Avec sa stratégie de protectionnisme ultra musclé, Donald Trump met en jeu sa réputation de « dealmaker », ou redoutable négociateur, qui a tant fait pour sa conquête du pouvoir.
Vendredi, la Maison Blanche a publié une photographie du président américain, de dos, téléphone vissé à l’oreille, avec cette légende: « Il passe des coups de téléphone.
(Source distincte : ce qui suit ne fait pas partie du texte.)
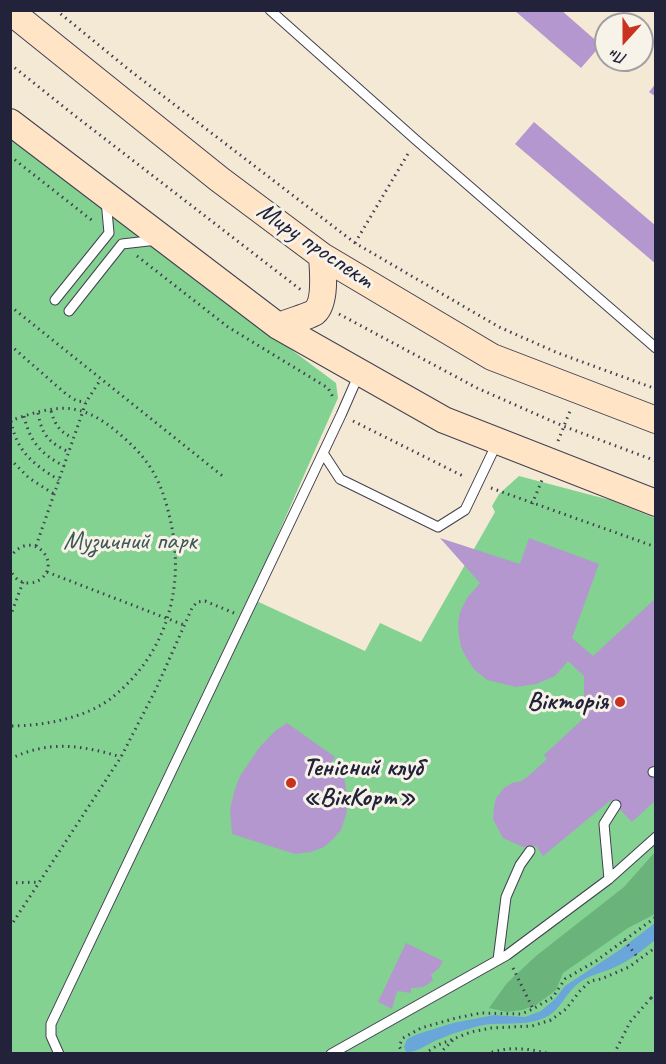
<!DOCTYPE html>
<meta charset="utf-8">
<style>
body{margin:0}
#map{position:relative;width:666px;height:1064px;overflow:hidden;background:#f4e9d5;font-family:Caveat,sans-serif}
canvas{display:block}
.frame{position:absolute;inset:0;border:12px solid #22223b;pointer-events:none}
.north{position:absolute;left:594px;top:12px;width:60px;height:60px;box-sizing:border-box;background:#f7f3e8;border:2px solid #a29fa3;border-radius:50%;rotate:201deg;font-size:16px;font-weight:700;line-height:24px;text-align:center;color:#22223b}
.north::after{content:'';display:block;margin:auto;width:21px;height:27px;background:#c8321e;clip-path:polygon(50% 0,100% 100%,50% 72%,0 100%)}
</style>
<div id="map">
<canvas width="666" height="1064"></canvas>
<div class="frame"></div>
<div class="north">Пн</div>
</div>
<script>
const g = document.querySelector('canvas').getContext('2d');
g.lineJoin = 'round';
function paint(path, color) { g.fillStyle = color; g.fill(path, 'evenodd'); }
function strokePath(path, color, width, dash) { g.strokeStyle = color; g.lineWidth = width; g.lineCap = dash ? 'butt' : 'round'; g.setLineDash(dash || []); g.stroke(path); }
function write(font, color, halo, rows, align = 'center') {
  g.font = font + ' Caveat,sans-serif'; g.lineWidth = 6; g.setLineDash([]); g.textBaseline = 'middle'; g.strokeStyle = halo; g.fillStyle = color; for (const [text, x, y, turn = 0] of rows) {
    g.save(); g.translate(x, y); g.rotate((+turn || 0) * Math.PI / 180); g.textAlign = isNaN(turn) ? turn : align; if (halo) g.strokeText(text, 0, 0); g.fillText(text, 0, 0); g.restore();
  }
}
paint(new Path2D(`
 M10 139 336 383 338 398 250 598 365 651 380 623 421 642 495 512 492 506 499 494 519 476 610 500 655 518V1053H11Z`), '#83d291');
paint(new Path2D(`
 M655 852V914L628 928 563 973 556 990 536 1005 522 1010 506 1012 489 1008 507 983 536 956 624 887Z`), '#6ab47b');
paint(new Path2D(`
 M655 923V940C642 951 629 961 613 968 602 973 589 975 579 983 565 993 561 1011 544 1018 528 1025 510 1023 493 1024 483 1024 471 1028 462 1031 451 1034 438 1039 427 1045 420 1049 415 1052 406 1052L404 1047 407 1039 418 1034 453 1023 494 1015 525 1017 541 1011 555 999 565 986 621 949Z`), '#6ba6db');
paint(new Path2D(`
 M514 10H561L601 45 581 68Z
 M656 83V97L649 92Z
 M534 122 656 226V264L515 144Z
 M440 538 520 564 529 538 599 564 572 638 593 656 656 598V763L650 769 656 776V800L632 822 611 800 543 856 536 846 523 847 503 838 493 819 494 807 496 798 504 788 512 783 522 781 532 773 547 759 544 755 584 718V676L568 661 555 676 536 684 516 687 487 680 474 669 466 657 461 647 459 636 458 624 460 612 467 598 480 583Z
 M287 723 335 757 329 768 338 767 344 777 348 799 346 815 341 830 332 840 324 847 311 852 295 854 232 834 230 809 235 789 240 776 259 748 275 731Z
 M406 943 443 961 439 968 431 975 433 980 428 984 423 987 411 988V993L397 991 392 1009 378 1002Z`), '#b497cf');
const service = new Path2D(`
 M270 10 416 140 656 348
 M55 300 109 233 106 200
 M69 311 122 244 157 240
 M359 374 341 415 323 453 340 479 438 527 465 510 497 443
 M653 772 656 771
 M609 879 604 824 616 805
 M498 960 506 897 520 865 530 851
 M59 1054 51 1036V1024L323 453
 M331 1054 507 955 609 879 656 837`);
const secondary = new Path2D(`
 M10 11 219 179 322 256 492 357 656 420
 M10 122 278 326 444 420 656 503
 M278 326C286 323 310 316 315 312 326 302 323 270 322 256`);
strokePath(service, '#424052', 11);
strokePath(secondary, '#424052', 28);
strokePath(new Path2D(`
 M56 10 128 69 355 243 499 327 558 353 656 389
 M10 64 74 115 301 290
 M10 156 94 222
 M355 243 409 152
 M137 256 228 327 328 388 334 399
 M10 306 225 478
 M339 314 477 388 563 426 656 461
 M10 345 66 394 77 401 86 402
 M51 411C55 425 60 432 73 438
 M38 413C42 435 48 442 69 452
 M24 416C30 442 41 454 64 466
 M10 421C29 414 53 406 73 409 92 412 110 425 124 438 153 463 163 486 171 523 185 589 166 653 114 696 88 718 43 726 10 726
 M11 421C17 452 33 464 59 480
 M353 421 465 477
 M558 441 570 411
 M10 459 29 478 54 494
 M491 488 656 547
 M532 504 542 480
 M36 546 83 411 86 402 101 379
 M10 558C29 527 63 560 41 579 37 582 33 583 28 583 19 583 14 577 10 570
 M47 572 184 625
 M10 617 23 582
 M10 759C48 740 82 745 121 757
 M10 883 40 882
 M10 927 121 757 156 689 192 608 197 602 205 601 234 613
 M624 940 639 959
 M513 968 533 1009
 M651 998 656 992
 M403 1054 399 1046 403 1038 421 1028 456 1018 481 1013 521 1014 533 1009 553 997 565 979 596 961 656 917
 M424 1054 438 1045 471 1032 491 1028 532 1026 551 1020 566 1009 580 991 590 981 601 979 629 967 656 947
 M439 1054 453 1040
 M486 1054C508 1046 528 1048 550 1054
 M614 1054 630 1022 651 998 656 1002`), '#424052', 3, [1.5, 4.5]);
strokePath(service, '#fff', 9);
strokePath(secondary, '#ffe4c6', 26);
for (const [x, y, r, color] of [
 [620,702,6,"#c8321e"],
 [291,783,6,"#c8321e"]
]) { const dot = new Path2D(); dot.arc(x, y, r, 0, 2 * Math.PI); g.fillStyle = color; g.fill(dot); strokePath(dot, '#f7f3e8', 2); }
write('26px', '#22223b', '#f7f3e8', [
 ["Миру проспект",315,246,34]
]);
write('26px', '#3f5755', '#f7f3e8', [
 ["Музичний парк",130,542]
]);
write('bold 26px', '#22223b', '#f7f3e8', [
 ["Вікторія",608,702],
 ["Тенісний клуб",303,768,"left"],
 ["«ВікКорт»",303,798,"left"]
], 'right');
</script>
Il fait des "deals". Il rend sa grandeur à l’Amérique! ».
C’est une constante depuis son retour au pouvoir le 20 janvier: chaque grande annonce douanière du président américain, persuadé que les droits de douane sont à la fois l’outil et la manifestation de la puissance économique des États-Unis, est célébrée par ses partisans comme une preuve de ses talents de négociateur.
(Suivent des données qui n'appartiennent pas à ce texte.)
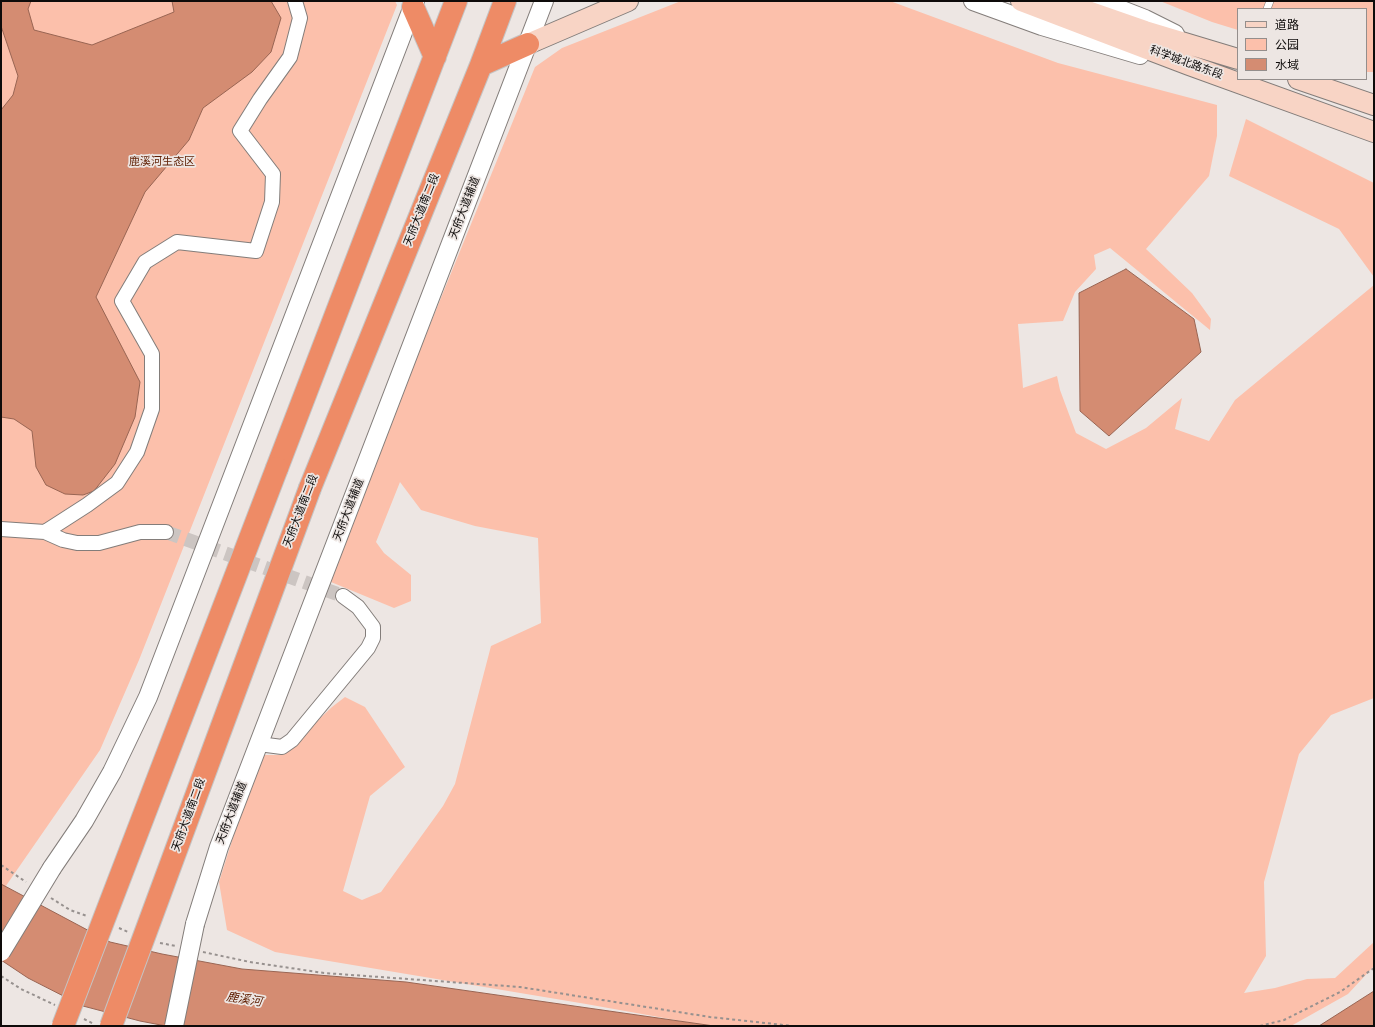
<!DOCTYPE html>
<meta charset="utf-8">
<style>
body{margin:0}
#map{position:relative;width:1375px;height:1027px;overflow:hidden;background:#ede6e3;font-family:Poppins,"Noto Sans SC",sans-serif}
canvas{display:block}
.frame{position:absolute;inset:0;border:2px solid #0e0b0a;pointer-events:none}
.legend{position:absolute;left:1237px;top:8px;width:130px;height:72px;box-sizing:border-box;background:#ede6e3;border:1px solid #948e8c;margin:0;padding:5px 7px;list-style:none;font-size:12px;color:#0e0b0a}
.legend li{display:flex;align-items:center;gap:8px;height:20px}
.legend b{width:20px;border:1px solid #948e8c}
</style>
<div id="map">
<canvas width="1375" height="1027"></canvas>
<div class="frame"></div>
<ul class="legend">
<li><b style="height:5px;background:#f8d4c5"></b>道路</li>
<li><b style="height:11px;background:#fcc0ab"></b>公园</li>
<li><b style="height:11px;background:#d48c72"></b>水域</li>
</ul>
</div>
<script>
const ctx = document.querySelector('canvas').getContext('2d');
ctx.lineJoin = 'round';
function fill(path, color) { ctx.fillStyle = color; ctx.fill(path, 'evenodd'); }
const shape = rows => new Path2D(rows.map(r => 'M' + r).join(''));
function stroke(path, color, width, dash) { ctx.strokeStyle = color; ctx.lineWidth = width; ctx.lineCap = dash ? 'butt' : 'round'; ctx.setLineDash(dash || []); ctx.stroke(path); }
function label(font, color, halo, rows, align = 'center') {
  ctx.font = font + ' Poppins,"Noto Sans SC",sans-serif'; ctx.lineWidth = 3.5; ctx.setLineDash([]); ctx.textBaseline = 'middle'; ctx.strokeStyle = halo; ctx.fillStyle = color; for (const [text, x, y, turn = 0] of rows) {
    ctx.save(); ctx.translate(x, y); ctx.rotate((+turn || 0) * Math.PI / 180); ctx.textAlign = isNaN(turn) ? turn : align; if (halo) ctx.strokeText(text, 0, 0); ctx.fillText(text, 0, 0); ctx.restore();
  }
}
fill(shape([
 [1,1,395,1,397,5,139,660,100,750,1,893],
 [681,1,890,1,1058,63,1217,105,1217,136,1209,176,1146,249,1192,293,1211,319,1210,330,1110,248,1094,255,1096,269,1075,292,1063,321,1018,324,1023,388,1057,376,1060,390,1076,433,1106,449,1146,428,1182,398,1175,429,1209,441,1235,400,1374,285,1374,698,1331,715,1299,754,1264,882,1266,956,1244,993,1275,988,1307,979,1335,978,1374,942,1374,966,1348,994,1291,1026,709,1026,586,1004,275,952,227,930,219,882,259,755,281,755,332,707,345,697,365,707,405,767,370,796,343,891,362,900,381,892,443,806,455,784,491,646,541,623,538,538,475,526,421,510,400,482,376,542,384,553,411,575,411,601,394,608,331,582,368,477,535,67,562,48],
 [1160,1,1374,1,1374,72,1366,72,1366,9,1238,9,1238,30,1212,22],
 [1246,119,1374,183,1374,277,1339,229,1229,176]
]), '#fcc0ab');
const water = shape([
 [1,1,31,1,28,9,34,30,92,45,174,12,172,1,271,1,281,18,271,52,252,72,203,108,189,140,145,192,96,297,140,382,135,417,115,464,94,491,83,495,65,494,46,485,36,467,32,431,14,419,1,417,1,110,13,95,18,76,1,26,1,1],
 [1126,269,1194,319,1201,352,1109,436,1080,411,1079,293,1126,269],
 [1,884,110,942,162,954,242,969,406,982,714,1026,166,1026,140,1021,83,1006,28,978,1,960,1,884],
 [1374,991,1374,1026,1319,1026,1374,991]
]);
fill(water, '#d48c72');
stroke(water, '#996553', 1);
stroke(shape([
 [166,532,343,596]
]), '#ccc5c2', 14, [14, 7]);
const service = shape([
 [1267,9,1270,1]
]);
const minor = shape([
 [1,529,45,532,63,540,77,543,99,543,140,532,166,532],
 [45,532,87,505,117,483,137,452,152,409,152,354,122,301,145,262,177,242,256,251,272,202,273,174,240,131,260,99,290,57,300,18,295,1],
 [259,744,282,747,292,740,368,648,373,638,373,627,358,607,343,596]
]);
const tertiary = shape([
 [973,1,1042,26,1140,55],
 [1099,1,1145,19,1175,34],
 [52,868,84,821,112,772,148,697,415,1],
 [195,924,219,847,544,1]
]);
const secondary = shape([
 [1021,1,1189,65,1374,132],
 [1059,1,1145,31,1238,59],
 [528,44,628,1],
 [1298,79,1374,105]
]);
const trunk = shape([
 [413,7,435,57],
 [481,65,528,44],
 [277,468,456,1],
 [310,488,481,65,505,1]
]);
stroke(service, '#837d7a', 8);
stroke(minor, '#837d7a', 16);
stroke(tertiary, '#837d7a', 20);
stroke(secondary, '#837d7a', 22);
stroke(trunk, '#c5c4c4', 24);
stroke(shape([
 [1,865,26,882],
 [51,898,70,910,87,916],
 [119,928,128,932],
 [160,943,176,946],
 [203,952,250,962,324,973,520,987,710,1017,793,1026],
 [1,976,21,989,55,1005],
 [84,1019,94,1024],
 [1260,1026,1284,1020,1340,992,1374,968]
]), '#97918f', 2, [3, 3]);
stroke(service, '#fff', 7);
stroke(minor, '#fff', 14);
stroke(tertiary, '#fff', 18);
stroke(secondary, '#f8d4c5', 20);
stroke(trunk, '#ee8b66', 22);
const tertiaryBridge = shape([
 [1,952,52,868],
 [174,1026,195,924]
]);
const trunkBridge = shape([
 [63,1026,277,468],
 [111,1026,310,488]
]);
stroke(tertiaryBridge, '#837d7a', 20, []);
stroke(trunkBridge, '#c5c4c4', 24, []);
stroke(tertiaryBridge, '#fff', 18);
stroke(trunkBridge, '#ee8b66', 22);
label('11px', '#0e0b0a', '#ede6e3', [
 ["科学城北路东段",1186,63,20],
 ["天府大道辅道",465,208,-69],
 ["天府大道南二段",422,210,-68],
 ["天府大道辅道",349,510,-69],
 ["天府大道南二段",301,511,-69],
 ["天府大道辅道",232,813,-69],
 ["天府大道南二段",189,815,-70]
]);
label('11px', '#5f1e02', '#ede6e3', [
 ["鹿溪河生态区",162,162]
]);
label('italic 12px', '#612105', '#ede6e3', [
 ["鹿溪河",244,1000,9]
]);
</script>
Le décret qu’il a signé jeudi soir n’échappe pas à la règle.
D’un trait de feutre noir, l’ancien promoteur immobilier a imposé de nouveaux droits de douane sur plusieurs dizaines de partenaires commerciaux, tout en fixant au 7 août leur entrée en vigueur réelle, et non au 1er août, date pourtant présentée comme intangible.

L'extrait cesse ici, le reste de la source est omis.